TASK TO COMPLETE:
Up to and including the line with "14px,964px 20px,950px 59px,932px", please set down the entries below exactly, starting from the first line.

(DATA FOR THE TASK Opens)

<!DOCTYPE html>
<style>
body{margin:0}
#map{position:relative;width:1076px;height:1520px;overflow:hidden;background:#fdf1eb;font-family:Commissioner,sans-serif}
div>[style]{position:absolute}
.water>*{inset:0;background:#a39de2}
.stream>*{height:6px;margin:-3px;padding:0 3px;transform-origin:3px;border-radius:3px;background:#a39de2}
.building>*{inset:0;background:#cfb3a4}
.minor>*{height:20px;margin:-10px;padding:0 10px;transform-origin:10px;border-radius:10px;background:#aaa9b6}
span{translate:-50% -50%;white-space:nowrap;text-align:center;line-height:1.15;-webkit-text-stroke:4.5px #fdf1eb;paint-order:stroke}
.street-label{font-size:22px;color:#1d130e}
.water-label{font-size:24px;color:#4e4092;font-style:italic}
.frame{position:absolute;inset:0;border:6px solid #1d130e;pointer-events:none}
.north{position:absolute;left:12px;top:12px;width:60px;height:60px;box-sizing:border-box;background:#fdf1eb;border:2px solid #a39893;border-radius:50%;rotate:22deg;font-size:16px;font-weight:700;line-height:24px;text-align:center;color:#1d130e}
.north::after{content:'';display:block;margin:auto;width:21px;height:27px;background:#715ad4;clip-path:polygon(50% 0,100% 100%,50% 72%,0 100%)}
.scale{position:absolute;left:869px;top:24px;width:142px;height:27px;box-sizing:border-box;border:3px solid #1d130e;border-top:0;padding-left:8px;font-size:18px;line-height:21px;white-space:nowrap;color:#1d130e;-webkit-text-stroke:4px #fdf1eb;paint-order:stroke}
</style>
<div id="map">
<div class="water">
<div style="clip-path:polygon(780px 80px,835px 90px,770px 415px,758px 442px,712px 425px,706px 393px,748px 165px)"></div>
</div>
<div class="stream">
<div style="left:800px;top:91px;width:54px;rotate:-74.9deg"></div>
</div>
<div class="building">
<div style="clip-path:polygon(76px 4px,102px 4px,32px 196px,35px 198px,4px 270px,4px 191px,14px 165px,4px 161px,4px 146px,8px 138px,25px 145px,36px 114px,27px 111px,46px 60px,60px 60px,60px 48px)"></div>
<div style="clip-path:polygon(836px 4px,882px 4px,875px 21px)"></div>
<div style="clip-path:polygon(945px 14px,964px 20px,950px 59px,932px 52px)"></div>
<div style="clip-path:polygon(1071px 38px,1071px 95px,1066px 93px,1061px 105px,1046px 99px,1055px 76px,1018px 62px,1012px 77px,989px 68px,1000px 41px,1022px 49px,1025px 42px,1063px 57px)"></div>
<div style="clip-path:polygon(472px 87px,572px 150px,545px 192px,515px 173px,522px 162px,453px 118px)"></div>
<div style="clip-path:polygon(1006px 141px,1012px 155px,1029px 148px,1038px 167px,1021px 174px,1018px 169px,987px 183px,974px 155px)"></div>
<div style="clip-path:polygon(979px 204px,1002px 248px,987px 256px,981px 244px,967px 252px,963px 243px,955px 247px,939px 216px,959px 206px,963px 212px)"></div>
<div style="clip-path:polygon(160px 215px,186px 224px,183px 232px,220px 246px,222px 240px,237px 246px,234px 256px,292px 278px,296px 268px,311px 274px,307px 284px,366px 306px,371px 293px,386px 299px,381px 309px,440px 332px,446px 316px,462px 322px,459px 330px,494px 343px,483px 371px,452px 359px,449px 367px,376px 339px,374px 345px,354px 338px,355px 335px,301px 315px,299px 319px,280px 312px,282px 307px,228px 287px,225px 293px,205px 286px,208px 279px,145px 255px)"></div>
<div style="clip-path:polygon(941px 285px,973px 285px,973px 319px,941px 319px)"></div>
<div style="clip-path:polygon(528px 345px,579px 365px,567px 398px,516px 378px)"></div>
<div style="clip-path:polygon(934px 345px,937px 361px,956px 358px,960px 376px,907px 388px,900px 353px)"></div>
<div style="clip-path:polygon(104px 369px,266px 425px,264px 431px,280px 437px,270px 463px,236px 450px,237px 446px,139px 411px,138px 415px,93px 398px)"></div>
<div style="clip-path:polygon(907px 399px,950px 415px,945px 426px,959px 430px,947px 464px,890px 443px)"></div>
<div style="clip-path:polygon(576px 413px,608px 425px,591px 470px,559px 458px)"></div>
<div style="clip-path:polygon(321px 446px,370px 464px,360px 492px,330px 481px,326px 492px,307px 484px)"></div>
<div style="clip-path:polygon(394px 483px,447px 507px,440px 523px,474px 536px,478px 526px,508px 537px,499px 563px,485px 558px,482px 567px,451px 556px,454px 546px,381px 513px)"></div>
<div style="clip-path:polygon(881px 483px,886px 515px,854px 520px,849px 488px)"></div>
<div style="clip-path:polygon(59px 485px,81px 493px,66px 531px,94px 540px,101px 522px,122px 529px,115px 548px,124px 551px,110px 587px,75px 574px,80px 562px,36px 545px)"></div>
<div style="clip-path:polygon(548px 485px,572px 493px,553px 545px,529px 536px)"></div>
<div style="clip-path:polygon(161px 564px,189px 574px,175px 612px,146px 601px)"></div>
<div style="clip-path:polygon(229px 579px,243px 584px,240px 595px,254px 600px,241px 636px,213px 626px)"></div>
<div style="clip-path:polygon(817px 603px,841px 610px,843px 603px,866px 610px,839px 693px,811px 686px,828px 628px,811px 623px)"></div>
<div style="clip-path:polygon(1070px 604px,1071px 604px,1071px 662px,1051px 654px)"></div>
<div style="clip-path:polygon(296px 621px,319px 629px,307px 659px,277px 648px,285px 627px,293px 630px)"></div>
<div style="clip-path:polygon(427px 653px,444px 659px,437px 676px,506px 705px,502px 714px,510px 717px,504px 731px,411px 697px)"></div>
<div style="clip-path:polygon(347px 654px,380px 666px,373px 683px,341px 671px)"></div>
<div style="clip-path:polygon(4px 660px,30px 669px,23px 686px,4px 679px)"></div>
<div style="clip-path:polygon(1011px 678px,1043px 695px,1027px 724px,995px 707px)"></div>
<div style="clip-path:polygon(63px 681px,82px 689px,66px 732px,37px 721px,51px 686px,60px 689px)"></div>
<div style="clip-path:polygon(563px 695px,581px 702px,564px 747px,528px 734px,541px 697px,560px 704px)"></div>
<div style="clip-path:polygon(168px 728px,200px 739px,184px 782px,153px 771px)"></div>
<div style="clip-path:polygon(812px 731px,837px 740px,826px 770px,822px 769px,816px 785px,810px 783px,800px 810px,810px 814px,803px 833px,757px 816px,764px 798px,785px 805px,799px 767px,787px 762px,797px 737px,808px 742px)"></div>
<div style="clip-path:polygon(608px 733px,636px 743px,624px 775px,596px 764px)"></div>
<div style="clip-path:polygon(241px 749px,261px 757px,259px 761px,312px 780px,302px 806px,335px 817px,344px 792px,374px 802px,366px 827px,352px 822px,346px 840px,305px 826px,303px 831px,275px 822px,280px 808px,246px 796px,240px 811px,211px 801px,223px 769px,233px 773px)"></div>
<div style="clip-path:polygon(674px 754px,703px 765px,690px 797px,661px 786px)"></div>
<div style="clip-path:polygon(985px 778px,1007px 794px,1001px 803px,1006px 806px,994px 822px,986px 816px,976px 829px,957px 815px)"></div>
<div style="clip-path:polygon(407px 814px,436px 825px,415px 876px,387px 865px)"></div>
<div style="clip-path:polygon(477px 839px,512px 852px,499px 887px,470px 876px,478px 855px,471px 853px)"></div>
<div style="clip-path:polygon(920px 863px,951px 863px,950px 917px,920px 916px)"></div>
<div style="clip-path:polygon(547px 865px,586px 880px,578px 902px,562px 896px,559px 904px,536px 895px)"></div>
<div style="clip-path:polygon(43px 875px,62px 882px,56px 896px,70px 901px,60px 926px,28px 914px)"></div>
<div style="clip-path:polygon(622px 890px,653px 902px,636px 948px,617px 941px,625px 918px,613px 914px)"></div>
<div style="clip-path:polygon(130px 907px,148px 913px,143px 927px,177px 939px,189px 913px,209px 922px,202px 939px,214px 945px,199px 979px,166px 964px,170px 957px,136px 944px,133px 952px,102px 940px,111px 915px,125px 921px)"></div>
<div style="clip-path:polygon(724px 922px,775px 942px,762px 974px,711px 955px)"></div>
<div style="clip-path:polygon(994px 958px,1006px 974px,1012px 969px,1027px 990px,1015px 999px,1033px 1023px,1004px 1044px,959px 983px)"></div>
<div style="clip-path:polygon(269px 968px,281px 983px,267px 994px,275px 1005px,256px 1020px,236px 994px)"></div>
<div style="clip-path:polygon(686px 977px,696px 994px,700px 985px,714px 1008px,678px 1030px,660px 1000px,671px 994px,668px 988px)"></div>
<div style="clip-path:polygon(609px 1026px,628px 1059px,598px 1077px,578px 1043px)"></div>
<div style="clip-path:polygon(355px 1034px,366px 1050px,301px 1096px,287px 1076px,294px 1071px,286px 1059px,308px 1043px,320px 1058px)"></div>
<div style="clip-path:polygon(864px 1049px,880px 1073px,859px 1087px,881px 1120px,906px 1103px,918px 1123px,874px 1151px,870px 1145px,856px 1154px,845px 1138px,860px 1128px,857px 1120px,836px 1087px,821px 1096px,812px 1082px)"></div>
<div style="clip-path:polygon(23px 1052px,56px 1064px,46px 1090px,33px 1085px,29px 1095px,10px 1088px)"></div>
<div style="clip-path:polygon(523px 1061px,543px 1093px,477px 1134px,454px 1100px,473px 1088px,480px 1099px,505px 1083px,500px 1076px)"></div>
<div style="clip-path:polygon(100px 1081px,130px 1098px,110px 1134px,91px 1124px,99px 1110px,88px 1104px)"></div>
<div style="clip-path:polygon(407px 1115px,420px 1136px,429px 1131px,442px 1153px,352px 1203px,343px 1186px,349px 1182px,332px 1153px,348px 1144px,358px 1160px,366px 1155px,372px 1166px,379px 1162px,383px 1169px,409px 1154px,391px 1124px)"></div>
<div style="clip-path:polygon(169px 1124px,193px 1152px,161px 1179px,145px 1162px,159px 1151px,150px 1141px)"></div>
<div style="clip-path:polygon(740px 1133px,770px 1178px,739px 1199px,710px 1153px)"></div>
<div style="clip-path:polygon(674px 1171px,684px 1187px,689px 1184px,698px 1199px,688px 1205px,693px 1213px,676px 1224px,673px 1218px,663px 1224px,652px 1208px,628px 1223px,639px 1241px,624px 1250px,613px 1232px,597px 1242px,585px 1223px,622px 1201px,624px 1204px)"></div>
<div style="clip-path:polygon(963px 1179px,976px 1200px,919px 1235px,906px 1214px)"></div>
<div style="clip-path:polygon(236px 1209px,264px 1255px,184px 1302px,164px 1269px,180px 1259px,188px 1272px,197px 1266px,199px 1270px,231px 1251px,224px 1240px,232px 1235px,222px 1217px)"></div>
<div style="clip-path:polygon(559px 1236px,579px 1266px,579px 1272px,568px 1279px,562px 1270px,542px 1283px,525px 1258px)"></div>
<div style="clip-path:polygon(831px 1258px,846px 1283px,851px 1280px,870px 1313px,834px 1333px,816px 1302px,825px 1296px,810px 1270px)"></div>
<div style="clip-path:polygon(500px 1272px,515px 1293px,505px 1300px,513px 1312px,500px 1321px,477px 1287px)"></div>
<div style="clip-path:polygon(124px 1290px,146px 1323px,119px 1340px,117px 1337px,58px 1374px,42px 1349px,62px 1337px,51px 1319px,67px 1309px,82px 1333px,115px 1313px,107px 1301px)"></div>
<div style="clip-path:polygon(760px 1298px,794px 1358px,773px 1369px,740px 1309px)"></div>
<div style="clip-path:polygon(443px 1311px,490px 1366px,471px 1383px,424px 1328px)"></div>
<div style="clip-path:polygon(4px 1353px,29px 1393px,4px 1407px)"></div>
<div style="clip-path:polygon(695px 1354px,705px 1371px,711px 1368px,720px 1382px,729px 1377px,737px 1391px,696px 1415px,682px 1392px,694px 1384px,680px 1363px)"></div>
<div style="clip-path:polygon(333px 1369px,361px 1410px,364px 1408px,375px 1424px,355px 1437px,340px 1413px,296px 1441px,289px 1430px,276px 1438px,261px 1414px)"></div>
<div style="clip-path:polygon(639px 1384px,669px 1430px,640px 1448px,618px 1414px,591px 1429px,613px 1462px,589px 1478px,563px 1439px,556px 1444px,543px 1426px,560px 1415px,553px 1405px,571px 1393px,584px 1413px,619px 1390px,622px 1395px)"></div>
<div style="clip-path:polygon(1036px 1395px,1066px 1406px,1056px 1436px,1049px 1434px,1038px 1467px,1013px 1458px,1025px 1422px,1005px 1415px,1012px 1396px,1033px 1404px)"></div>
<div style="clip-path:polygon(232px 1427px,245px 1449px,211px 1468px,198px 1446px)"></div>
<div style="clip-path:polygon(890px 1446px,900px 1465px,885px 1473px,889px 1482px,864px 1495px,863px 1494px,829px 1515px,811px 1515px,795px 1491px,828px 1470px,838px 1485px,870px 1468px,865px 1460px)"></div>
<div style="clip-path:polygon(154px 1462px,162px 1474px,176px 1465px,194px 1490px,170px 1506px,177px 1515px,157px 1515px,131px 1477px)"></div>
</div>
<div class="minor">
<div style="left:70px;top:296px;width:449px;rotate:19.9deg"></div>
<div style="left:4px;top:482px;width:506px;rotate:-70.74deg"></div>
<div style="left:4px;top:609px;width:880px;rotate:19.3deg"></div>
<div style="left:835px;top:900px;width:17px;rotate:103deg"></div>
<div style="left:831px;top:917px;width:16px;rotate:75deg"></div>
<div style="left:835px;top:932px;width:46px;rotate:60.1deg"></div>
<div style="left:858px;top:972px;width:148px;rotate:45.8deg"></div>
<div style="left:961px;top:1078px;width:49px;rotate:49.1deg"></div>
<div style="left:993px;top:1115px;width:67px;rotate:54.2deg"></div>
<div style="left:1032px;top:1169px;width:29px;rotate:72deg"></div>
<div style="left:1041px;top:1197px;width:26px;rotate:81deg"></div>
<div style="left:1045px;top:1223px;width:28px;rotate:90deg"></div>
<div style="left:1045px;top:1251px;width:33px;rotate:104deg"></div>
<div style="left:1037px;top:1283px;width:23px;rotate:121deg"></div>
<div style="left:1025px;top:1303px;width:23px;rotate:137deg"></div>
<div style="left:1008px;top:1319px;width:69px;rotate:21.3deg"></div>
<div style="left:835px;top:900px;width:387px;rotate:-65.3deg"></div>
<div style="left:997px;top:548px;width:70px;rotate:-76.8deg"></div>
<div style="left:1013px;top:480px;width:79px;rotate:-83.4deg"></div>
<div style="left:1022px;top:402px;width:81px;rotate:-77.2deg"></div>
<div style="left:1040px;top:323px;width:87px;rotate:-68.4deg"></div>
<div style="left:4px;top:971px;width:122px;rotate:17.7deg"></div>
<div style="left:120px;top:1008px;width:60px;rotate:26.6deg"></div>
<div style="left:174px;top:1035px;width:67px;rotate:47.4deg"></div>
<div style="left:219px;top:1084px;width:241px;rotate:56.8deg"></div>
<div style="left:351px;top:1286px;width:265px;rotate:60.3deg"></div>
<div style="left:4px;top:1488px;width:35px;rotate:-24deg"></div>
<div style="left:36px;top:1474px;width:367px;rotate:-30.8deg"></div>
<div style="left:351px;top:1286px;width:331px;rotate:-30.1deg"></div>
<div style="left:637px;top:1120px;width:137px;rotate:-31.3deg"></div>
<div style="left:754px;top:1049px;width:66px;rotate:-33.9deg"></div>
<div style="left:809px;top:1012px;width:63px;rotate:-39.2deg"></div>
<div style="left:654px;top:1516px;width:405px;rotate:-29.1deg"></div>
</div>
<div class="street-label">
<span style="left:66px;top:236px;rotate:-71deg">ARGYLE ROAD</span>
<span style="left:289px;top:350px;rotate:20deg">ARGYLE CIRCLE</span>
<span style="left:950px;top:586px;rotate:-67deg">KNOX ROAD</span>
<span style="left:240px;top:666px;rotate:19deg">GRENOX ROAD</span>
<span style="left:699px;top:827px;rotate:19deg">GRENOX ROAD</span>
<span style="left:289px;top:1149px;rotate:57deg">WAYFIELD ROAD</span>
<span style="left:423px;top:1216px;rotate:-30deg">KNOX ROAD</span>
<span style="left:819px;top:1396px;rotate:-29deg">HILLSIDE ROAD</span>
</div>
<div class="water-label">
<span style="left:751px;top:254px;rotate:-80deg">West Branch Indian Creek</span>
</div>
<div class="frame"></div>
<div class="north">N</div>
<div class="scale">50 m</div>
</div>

(DATA FOR THE TASK Closes)

SOLUTION BELOW:
<!DOCTYPE html>
<style>
body{margin:0}
#map{position:relative;width:1076px;height:1520px;overflow:hidden;background:#fdf1eb;font-family:Commissioner,sans-serif}
div>[style]{position:absolute}
.water>*{inset:0;background:#a39de2}
.stream>*{height:6px;margin:-3px;padding:0 3px;transform-origin:3px;border-radius:3px;background:#a39de2}
.building>*{inset:0;background:#cfb3a4}
.minor>*{height:20px;margin:-10px;padding:0 10px;transform-origin:10px;border-radius:10px;background:#aaa9b6}
span{translate:-50% -50%;white-space:nowrap;text-align:center;line-height:1.15;-webkit-text-stroke:4.5px #fdf1eb;paint-order:stroke}
.street-label{font-size:22px;color:#1d130e}
.water-label{font-size:24px;color:#4e4092;font-style:italic}
.frame{position:absolute;inset:0;border:6px solid #1d130e;pointer-events:none}
.north{position:absolute;left:12px;top:12px;width:60px;height:60px;box-sizing:border-box;background:#fdf1eb;border:2px solid #a39893;border-radius:50%;rotate:22deg;font-size:16px;font-weight:700;line-height:24px;text-align:center;color:#1d130e}
.north::after{content:'';display:block;margin:auto;width:21px;height:27px;background:#715ad4;clip-path:polygon(50% 0,100% 100%,50% 72%,0 100%)}
.scale{position:absolute;left:869px;top:24px;width:142px;height:27px;box-sizing:border-box;border:3px solid #1d130e;border-top:0;padding-left:8px;font-size:18px;line-height:21px;white-space:nowrap;color:#1d130e;-webkit-text-stroke:4px #fdf1eb;paint-order:stroke}
</style>
<div id="map">
<div class="water">
<div style="clip-path:polygon(780px 80px,835px 90px,770px 415px,758px 442px,712px 425px,706px 393px,748px 165px)"></div>
</div>
<div class="stream">
<div style="left:800px;top:91px;width:54px;rotate:-74.9deg"></div>
</div>
<div class="building">
<div style="clip-path:polygon(76px 4px,102px 4px,32px 196px,35px 198px,4px 270px,4px 191px,14px 165px,4px 161px,4px 146px,8px 138px,25px 145px,36px 114px,27px 111px,46px 60px,60px 60px,60px 48px)"></div>
<div style="clip-path:polygon(836px 4px,882px 4px,875px 21px)"></div>
<div style="clip-path:polygon(945px 14px,964px 20px,950px 59px,932px 52px)"></div>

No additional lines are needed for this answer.